**PROBLEM DETAILS:**
Would you please copy each line of the data in which the string "solid" occurs?

**SOURCE RECORDS:**
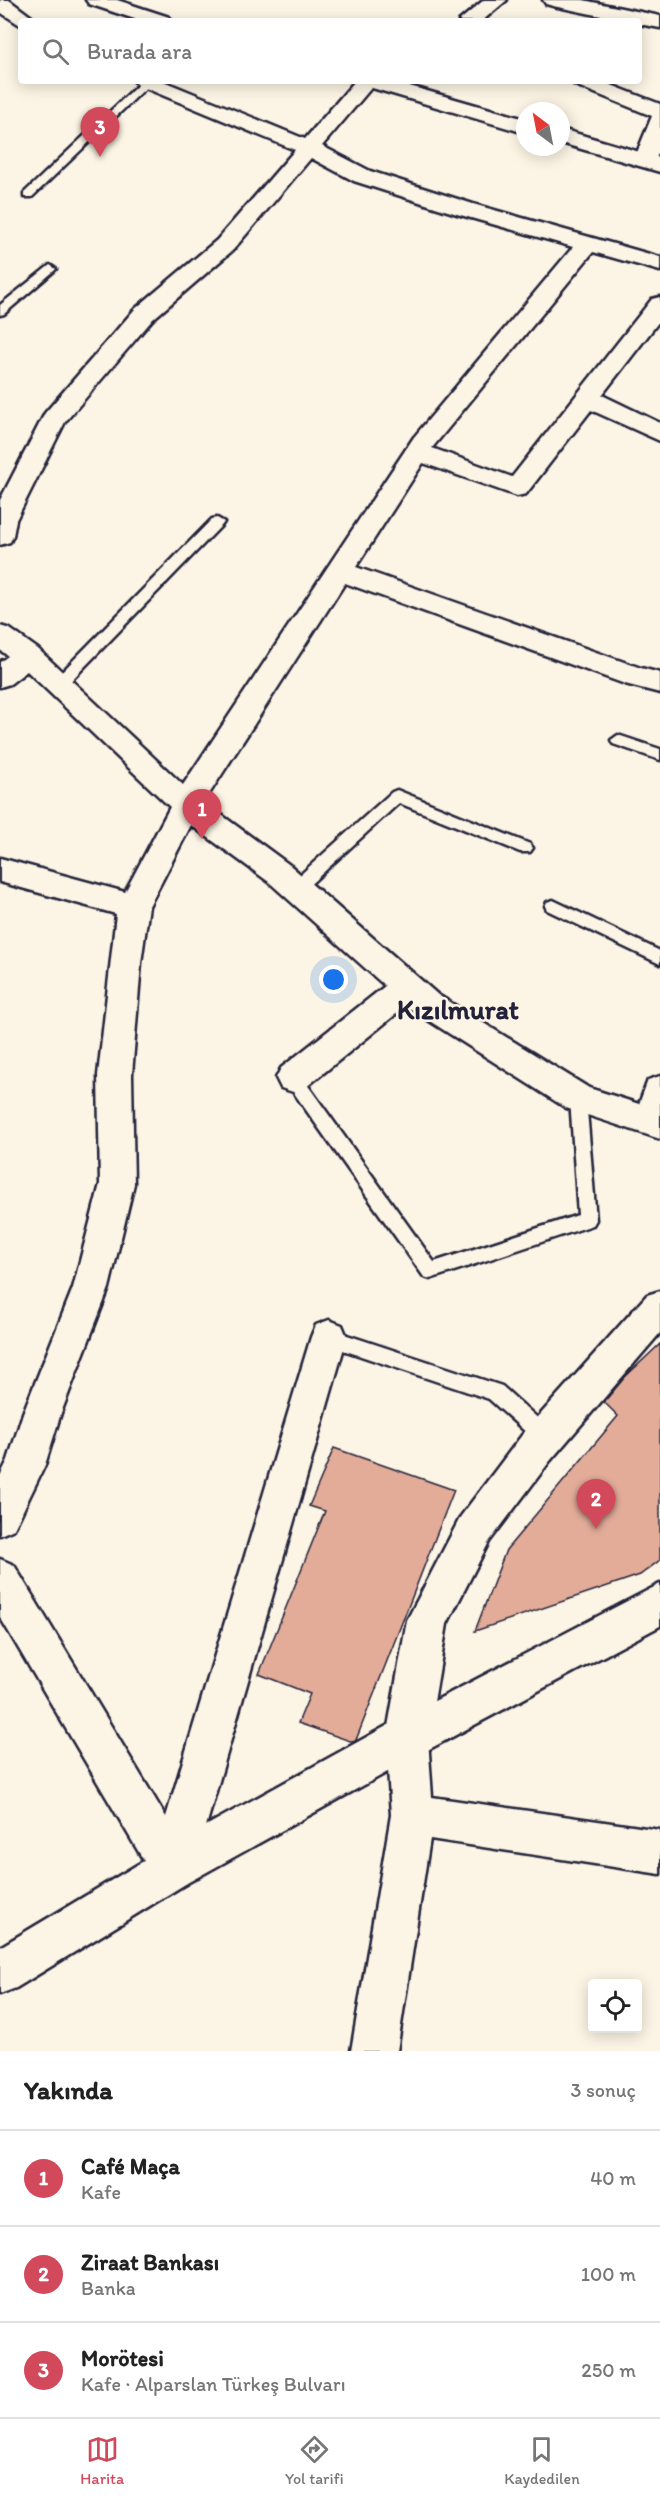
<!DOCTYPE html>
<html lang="tr">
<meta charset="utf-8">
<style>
:root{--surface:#fff;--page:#f2f2f2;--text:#222;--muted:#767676;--line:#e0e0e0;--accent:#d1495b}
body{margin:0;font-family:Itim,sans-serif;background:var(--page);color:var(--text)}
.controls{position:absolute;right:18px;bottom:18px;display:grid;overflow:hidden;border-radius:6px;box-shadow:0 3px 15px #0003}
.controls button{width:54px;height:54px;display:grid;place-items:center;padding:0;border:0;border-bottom:2px solid var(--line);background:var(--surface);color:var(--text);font:30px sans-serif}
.compass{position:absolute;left:516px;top:102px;width:54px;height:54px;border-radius:50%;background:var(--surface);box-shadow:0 3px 15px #0003;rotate:328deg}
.you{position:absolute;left:334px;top:980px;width:21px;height:21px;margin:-15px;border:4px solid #fff;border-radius:50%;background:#1a73e8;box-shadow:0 0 0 9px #1a73e833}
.badge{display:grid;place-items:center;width:39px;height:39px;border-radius:50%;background:var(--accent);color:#fff;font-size:20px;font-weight:700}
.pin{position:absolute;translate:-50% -50px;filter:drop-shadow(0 2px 3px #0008)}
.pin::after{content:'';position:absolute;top:32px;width:21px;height:18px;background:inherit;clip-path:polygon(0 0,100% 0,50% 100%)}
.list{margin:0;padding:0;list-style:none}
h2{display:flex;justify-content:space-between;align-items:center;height:78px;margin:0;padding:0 24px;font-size:26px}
h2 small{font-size:20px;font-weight:400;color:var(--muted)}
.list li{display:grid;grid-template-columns:39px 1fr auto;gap:18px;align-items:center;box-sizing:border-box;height:96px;padding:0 24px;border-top:2px solid var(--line)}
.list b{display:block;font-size:22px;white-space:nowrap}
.list p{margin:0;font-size:20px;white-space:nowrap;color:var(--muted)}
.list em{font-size:20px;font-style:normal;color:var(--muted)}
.icon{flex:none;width:33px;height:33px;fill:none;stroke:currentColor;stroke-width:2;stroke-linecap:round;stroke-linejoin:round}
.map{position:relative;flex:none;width:660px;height:2051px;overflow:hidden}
.search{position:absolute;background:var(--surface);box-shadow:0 3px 15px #0003;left:18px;right:18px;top:18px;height:66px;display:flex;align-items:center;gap:15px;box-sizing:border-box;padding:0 21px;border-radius:6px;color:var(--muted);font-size:22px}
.sheet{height:366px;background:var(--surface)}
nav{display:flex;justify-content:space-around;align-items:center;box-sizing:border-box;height:84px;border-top:2px solid var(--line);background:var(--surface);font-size:16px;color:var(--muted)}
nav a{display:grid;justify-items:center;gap:3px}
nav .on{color:var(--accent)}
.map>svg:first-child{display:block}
.building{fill:#e3ac99;stroke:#22223b;stroke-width:1.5}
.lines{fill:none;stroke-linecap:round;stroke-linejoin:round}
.lane-casing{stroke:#22223b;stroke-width:5}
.street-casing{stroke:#22223b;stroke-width:5}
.secondary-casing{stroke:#22223b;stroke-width:5}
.lane{fill:#fcf5e5;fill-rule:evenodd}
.street{fill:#fcf5e5;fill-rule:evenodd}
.secondary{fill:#fcf5e5;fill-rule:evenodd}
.labels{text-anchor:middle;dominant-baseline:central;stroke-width:5;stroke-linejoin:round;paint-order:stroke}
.district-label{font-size:27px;font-weight:bold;fill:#22223b;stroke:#fcf5e5}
</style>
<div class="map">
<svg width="660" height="2051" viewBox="0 0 660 2051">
<rect width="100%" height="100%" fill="#fcf5e5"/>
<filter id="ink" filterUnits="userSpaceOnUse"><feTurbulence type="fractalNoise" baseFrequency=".0167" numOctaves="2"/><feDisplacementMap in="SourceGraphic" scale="12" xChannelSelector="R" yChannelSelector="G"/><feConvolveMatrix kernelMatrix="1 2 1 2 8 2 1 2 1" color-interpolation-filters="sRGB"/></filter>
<g filter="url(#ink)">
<!-- building -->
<g class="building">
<polygon points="660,1344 660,1560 640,1575 475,1631 506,1550 618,1416 604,1402 625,1377"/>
<polygon points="334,1448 454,1490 356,1740 353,1742 298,1723 310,1694 259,1674 325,1511 309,1506"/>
</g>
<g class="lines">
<!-- lane casing -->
<g class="lane-casing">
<g id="lane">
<polygon points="142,81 152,82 32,197 24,197 24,193"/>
<polygon points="50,265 56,269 54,271 4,314 0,315 0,305"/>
<polygon points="217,518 224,522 222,525 63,689 53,689 51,685 53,681 212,519"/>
<polygon points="618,735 660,749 660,760 613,744 611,740"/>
<polygon points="397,790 530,844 533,848 530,852 520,852 399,803 302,892 290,892 288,888 290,884 392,792"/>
<polygon points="553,900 660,951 660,964 547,910 545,906 547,902"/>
<polygon points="293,1071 299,1073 434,1262 578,1215 570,1098 572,1093 578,1091 584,1093 586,1098 596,1220 593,1225 430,1279 424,1277 287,1083 285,1078 287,1073"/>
<polygon points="329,1329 502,1386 552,1431 555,1437 552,1443 545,1446 538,1443 489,1399 322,1343 320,1337 322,1331"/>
</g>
</g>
<!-- street casing -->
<g class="street-casing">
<g id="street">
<polygon points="0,0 9,0 37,21 21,21 20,25 0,12"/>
<polygon points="484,0 507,0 482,21 459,21"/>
<polygon points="543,0 583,0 660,16 660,28 639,24 639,21 625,21 553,6 546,4"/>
<polygon points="134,81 163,81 305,139 355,81 377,81 322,146 370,171 473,204 660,257 660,271 593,252 432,448 512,477 652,299 660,297 660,320 602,395 660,423 660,441 591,410 526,494 517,496 423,463 356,567 641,668 660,673 660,693 625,684 345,583 204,802 291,866 438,995 589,1088 639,1104 648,1080 660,1076 660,1139 566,1108 406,1006 305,1088 293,1092 281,1088 276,1078 281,1068 385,986 269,882 191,825 149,906 141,963 132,1075 134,1184 109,1288 61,1413 45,1465 14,1529 0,1535 0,1476 8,1460 23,1413 73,1288 100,1184 98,1075 116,914 0,882 0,858 125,892 170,807 27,671 10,684 0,687 0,662 8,656 0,650 0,626 10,629 38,649 183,785 414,437 573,247 457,214 354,181 311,158 233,250 153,319 65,422 16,520 13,536 10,542 0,545 0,500 45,413 135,309 217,240 295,150 138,85"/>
<polygon points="571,81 601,81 660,104 660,149 653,165 645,167 637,165 634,160 652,116 575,85"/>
<polygon points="660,1291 660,1333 550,1461 489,1542 447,1624 428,1738 432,1797 660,1830 660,1874 430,1839 397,2051 351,2051 391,1815 386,1738 407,1620 461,1516 522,1435 647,1295"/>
<polygon points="329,1320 342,1325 347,1337 194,1868 187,1883 172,1890 157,1883 0,1617 0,1559 14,1565 166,1817 311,1337 316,1325"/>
</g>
</g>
<!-- secondary casing -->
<g class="secondary-casing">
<g id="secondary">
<polygon points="86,0 117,0 169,17 172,21 141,21 89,4"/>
<polygon points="358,81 392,81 525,119 525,133 362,85"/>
<polygon points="561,129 660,158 660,172 561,143"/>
<polygon points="660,1584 660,1626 422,1753 187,1883 16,1988 0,1994 0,1947 157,1853 392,1723"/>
</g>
</g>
<!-- lane -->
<use href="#lane" class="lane"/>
<!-- street -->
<use href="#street" class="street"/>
<!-- secondary -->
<use href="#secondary" class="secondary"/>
</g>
</g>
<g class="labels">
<!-- district labels -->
<g class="district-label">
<text x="458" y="1009">Kızılmurat</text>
</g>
</g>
</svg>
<div class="controls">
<button><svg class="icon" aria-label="locate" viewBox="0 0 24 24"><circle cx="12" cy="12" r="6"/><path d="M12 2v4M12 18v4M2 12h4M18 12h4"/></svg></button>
</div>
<svg class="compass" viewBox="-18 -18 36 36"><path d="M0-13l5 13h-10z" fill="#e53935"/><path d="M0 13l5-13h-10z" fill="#767676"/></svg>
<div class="you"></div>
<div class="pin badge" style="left:202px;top:839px">1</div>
<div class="pin badge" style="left:596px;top:1529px">2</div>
<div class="pin badge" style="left:100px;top:157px">3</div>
<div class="search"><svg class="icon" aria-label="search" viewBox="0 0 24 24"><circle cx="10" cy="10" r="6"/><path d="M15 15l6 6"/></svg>Burada ara</div>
</div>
<section class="sheet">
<h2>Yakında<small>3 sonuç</small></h2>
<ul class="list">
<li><span class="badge">1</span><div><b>Café Maça</b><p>Kafe</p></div><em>40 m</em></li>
<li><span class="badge">2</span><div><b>Ziraat Bankası</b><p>Banka</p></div><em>100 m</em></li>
<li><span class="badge">3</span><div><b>Morötesi</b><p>Kafe · Alparslan Türkeş Bulvarı</p></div><em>250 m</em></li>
</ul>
</section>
<nav>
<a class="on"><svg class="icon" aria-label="map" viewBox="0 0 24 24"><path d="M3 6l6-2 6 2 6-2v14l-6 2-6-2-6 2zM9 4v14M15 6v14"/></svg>Harita</a>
<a><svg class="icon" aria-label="directions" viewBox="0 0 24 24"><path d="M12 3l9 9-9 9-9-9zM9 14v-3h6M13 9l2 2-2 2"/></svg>Yol tarifi</a>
<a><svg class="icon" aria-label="saved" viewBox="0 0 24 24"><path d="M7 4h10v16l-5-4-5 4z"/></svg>Kaydedilen</a>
</nav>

**ANSWER SECTION:**
.controls button{width:54px;height:54px;display:grid;place-items:center;padding:0;border:0;border-bottom:2px solid var(--line);background:var(--surface);color:var(--text);font:30px sans-serif}
.you{position:absolute;left:334px;top:980px;width:21px;height:21px;margin:-15px;border:4px solid #fff;border-radius:50%;background:#1a73e8;box-shadow:0 0 0 9px #1a73e833}
.list li{display:grid;grid-template-columns:39px 1fr auto;gap:18px;align-items:center;box-sizing:border-box;height:96px;padding:0 24px;border-top:2px solid var(--line)}
nav{display:flex;justify-content:space-around;align-items:center;box-sizing:border-box;height:84px;border-top:2px solid var(--line);background:var(--surface);font-size:16px;color:var(--muted)}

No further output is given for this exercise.